**Exercise requirements**
Copy, from the material below, each line that contains the word "Alley".

**Source data**

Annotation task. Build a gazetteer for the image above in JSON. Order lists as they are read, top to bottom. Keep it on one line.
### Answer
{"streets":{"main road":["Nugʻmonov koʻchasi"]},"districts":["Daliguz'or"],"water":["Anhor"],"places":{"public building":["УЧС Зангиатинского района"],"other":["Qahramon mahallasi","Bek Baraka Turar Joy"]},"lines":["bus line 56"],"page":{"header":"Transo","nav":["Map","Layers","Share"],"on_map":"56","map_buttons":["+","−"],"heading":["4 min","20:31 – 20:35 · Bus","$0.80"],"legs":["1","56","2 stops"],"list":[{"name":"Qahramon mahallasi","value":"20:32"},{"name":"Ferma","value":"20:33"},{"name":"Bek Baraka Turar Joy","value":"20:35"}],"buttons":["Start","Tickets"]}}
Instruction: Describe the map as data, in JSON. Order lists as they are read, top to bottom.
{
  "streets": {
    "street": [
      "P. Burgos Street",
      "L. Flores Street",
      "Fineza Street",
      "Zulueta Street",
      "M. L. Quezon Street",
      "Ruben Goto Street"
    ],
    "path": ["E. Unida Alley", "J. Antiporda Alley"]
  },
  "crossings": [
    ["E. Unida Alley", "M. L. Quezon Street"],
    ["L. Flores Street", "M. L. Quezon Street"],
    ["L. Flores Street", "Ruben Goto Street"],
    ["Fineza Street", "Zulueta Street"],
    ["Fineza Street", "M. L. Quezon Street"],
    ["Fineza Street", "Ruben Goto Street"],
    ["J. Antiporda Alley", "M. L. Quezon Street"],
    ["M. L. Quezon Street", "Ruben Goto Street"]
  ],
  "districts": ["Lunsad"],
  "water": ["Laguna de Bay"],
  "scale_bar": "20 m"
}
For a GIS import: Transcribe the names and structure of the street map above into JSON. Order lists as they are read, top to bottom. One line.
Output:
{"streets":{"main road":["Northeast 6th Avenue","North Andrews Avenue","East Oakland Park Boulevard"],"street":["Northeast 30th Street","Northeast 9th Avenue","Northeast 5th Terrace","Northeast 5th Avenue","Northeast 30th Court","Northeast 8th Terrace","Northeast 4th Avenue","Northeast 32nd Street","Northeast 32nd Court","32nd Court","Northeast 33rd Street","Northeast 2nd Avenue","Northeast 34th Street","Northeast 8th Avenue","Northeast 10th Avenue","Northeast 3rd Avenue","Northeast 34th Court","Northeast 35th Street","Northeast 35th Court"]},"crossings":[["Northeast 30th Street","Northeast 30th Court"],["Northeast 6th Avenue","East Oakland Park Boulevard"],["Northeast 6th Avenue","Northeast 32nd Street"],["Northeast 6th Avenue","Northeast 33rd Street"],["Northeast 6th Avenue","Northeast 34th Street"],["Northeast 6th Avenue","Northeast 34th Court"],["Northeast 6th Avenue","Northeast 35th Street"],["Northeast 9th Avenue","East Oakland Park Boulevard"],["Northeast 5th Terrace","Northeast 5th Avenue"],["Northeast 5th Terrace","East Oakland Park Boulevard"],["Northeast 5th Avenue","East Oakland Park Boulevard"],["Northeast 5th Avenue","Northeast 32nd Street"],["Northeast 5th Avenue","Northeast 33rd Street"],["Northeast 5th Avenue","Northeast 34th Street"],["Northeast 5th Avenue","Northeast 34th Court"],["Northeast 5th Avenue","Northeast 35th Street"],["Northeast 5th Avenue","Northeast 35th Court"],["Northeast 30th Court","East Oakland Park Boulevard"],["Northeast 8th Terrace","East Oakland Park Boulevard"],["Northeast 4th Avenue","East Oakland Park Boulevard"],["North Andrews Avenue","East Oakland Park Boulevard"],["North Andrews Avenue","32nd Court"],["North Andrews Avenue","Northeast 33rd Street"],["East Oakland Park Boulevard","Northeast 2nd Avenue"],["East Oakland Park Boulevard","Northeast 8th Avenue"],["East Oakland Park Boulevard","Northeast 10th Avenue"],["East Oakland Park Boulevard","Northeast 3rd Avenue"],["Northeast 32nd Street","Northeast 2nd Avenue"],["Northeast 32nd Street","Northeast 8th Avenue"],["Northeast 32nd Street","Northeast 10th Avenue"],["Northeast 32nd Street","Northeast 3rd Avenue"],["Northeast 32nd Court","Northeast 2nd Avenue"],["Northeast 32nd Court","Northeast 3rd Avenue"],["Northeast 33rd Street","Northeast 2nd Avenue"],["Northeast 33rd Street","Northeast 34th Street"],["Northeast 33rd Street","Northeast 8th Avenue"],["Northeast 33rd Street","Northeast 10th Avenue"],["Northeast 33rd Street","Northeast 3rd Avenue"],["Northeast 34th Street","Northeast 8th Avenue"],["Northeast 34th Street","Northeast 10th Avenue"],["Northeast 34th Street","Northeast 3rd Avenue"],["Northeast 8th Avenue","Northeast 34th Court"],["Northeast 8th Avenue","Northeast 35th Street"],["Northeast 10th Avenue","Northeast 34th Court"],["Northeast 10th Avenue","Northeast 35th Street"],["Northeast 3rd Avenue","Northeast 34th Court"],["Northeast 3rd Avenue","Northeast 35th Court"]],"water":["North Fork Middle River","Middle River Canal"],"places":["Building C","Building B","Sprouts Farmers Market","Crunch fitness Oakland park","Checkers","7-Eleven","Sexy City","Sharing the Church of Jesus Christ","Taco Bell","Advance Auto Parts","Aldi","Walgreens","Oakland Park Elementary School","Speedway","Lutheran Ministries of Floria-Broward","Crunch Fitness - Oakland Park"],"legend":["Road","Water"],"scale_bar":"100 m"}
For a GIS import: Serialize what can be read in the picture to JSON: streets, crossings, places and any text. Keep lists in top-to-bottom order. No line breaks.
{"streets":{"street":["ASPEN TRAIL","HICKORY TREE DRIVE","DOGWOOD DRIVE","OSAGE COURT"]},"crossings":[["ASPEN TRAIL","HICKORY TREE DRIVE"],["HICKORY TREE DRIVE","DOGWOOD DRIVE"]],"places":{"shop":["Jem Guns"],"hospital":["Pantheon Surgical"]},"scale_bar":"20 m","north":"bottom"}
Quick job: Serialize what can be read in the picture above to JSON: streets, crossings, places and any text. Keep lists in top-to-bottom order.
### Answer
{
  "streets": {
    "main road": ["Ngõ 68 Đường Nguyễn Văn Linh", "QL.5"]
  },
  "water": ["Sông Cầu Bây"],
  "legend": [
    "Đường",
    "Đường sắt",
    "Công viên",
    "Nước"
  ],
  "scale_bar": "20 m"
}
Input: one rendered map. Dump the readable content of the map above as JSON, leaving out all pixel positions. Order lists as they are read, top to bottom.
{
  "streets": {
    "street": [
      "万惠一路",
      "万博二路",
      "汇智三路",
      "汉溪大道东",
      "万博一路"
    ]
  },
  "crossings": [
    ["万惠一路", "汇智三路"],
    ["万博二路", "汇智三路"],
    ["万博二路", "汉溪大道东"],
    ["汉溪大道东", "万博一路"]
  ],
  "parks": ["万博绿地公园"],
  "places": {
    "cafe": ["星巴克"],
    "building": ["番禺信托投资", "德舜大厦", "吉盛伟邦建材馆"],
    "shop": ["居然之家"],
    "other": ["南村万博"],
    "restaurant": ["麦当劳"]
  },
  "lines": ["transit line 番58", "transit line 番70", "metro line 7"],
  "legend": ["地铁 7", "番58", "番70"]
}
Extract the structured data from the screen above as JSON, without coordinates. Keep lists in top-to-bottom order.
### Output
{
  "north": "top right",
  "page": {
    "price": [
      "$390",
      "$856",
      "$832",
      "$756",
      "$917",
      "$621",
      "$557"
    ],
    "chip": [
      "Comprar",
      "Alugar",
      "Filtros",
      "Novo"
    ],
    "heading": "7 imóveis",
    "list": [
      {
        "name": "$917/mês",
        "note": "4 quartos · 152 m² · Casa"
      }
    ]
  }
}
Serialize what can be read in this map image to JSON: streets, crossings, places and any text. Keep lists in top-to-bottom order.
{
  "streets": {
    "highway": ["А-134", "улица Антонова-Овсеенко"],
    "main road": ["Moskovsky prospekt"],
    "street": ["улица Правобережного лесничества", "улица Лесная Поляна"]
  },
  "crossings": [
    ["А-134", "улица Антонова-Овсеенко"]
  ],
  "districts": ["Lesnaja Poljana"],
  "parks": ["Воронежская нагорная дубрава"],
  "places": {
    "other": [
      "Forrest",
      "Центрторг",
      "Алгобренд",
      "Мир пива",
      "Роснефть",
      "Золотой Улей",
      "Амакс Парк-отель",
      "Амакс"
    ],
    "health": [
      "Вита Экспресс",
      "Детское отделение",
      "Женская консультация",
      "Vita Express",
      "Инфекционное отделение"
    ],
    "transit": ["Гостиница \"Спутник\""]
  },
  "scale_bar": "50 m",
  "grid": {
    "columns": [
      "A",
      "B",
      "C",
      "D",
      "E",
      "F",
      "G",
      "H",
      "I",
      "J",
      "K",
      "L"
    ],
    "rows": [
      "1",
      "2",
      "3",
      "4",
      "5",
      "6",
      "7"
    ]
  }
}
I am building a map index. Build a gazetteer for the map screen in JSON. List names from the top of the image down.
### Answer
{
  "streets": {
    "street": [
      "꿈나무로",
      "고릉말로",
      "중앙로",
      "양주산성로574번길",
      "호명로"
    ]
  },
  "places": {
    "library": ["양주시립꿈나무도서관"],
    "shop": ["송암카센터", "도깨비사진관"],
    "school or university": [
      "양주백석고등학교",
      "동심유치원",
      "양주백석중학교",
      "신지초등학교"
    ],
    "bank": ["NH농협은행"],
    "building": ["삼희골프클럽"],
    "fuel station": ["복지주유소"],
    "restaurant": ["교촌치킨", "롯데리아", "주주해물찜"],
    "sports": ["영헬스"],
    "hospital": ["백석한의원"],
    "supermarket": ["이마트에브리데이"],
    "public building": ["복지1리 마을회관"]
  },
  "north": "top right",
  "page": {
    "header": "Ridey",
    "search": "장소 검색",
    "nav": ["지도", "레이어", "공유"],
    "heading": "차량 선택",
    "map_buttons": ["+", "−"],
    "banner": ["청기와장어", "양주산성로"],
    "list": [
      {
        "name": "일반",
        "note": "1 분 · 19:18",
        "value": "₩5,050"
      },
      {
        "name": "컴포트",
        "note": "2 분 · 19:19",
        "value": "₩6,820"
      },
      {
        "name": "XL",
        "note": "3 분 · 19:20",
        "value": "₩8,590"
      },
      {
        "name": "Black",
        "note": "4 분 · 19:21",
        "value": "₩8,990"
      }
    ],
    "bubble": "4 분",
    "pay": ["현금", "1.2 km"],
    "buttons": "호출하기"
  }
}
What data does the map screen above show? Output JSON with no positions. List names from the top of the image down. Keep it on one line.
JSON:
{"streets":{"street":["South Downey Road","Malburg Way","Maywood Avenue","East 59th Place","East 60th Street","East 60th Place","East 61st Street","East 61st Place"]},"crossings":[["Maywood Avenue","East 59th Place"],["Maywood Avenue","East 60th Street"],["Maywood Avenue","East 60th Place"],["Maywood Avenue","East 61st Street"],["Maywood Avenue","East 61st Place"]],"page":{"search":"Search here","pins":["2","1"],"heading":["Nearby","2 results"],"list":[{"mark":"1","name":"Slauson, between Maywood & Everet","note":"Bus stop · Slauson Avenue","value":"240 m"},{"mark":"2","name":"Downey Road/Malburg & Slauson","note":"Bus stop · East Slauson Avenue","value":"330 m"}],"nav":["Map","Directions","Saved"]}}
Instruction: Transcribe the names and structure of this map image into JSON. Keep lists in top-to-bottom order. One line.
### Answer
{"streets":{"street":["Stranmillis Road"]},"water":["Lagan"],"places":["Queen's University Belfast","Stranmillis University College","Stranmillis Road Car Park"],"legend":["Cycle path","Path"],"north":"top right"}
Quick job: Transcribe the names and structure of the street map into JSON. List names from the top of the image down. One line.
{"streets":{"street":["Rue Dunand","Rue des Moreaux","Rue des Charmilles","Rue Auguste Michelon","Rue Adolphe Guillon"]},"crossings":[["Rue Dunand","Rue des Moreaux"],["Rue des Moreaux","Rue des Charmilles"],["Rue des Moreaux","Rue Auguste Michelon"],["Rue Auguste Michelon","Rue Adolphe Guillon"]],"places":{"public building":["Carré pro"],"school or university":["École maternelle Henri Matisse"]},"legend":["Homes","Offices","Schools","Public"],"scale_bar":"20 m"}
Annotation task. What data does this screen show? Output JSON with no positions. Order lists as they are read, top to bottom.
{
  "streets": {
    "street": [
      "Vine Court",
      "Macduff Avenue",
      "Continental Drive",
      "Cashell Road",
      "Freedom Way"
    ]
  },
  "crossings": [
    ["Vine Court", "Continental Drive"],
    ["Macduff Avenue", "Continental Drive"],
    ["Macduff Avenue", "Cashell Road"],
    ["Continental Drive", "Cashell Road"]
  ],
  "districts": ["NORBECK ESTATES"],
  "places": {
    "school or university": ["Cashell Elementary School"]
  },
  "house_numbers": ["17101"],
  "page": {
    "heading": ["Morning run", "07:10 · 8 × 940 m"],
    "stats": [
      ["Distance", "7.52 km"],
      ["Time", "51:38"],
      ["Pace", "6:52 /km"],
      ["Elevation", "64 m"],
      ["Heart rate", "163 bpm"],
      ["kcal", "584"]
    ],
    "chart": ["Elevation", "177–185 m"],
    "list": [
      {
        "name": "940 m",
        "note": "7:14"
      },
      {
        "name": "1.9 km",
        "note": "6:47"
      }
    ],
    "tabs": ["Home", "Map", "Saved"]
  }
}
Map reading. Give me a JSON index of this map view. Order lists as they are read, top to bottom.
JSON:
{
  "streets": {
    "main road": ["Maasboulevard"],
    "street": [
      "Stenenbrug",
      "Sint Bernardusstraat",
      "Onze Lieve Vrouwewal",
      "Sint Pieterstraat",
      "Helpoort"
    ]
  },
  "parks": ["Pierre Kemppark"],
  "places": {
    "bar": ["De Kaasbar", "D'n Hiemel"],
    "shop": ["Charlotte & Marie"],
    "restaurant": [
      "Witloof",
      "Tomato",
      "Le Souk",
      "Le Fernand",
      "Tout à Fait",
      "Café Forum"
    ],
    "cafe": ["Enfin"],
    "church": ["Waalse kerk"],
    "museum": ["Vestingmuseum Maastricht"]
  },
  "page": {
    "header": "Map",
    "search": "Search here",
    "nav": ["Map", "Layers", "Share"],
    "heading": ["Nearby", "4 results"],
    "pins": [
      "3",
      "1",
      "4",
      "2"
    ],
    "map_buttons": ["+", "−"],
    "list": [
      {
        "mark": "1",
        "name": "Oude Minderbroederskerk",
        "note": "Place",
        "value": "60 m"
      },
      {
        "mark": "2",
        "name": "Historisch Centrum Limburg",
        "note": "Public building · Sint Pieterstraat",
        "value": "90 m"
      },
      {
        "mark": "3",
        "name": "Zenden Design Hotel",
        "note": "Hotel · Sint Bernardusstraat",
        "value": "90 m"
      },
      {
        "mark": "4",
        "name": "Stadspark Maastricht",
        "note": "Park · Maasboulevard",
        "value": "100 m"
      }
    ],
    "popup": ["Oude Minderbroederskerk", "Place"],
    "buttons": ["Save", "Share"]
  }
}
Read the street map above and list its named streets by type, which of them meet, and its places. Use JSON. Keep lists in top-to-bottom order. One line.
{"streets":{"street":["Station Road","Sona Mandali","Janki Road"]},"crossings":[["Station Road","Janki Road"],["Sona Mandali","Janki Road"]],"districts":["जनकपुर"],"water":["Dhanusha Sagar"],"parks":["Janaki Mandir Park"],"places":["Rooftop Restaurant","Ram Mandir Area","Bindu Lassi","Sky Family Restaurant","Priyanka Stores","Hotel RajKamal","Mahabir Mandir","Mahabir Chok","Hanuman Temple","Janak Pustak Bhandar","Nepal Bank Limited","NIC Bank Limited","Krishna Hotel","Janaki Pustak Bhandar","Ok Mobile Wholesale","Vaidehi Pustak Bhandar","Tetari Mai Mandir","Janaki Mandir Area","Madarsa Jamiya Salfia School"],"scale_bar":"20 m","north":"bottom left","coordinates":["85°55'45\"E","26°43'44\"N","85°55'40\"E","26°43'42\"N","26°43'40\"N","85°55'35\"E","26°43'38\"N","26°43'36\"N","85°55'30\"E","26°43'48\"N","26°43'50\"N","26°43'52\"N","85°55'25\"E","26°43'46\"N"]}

**Finished task**
    "path": ["E. Unida Alley", "J. Antiporda Alley"]
    ["E. Unida Alley", "M. L. Quezon Street"],
    ["J. Antiporda Alley", "M. L. Quezon Street"],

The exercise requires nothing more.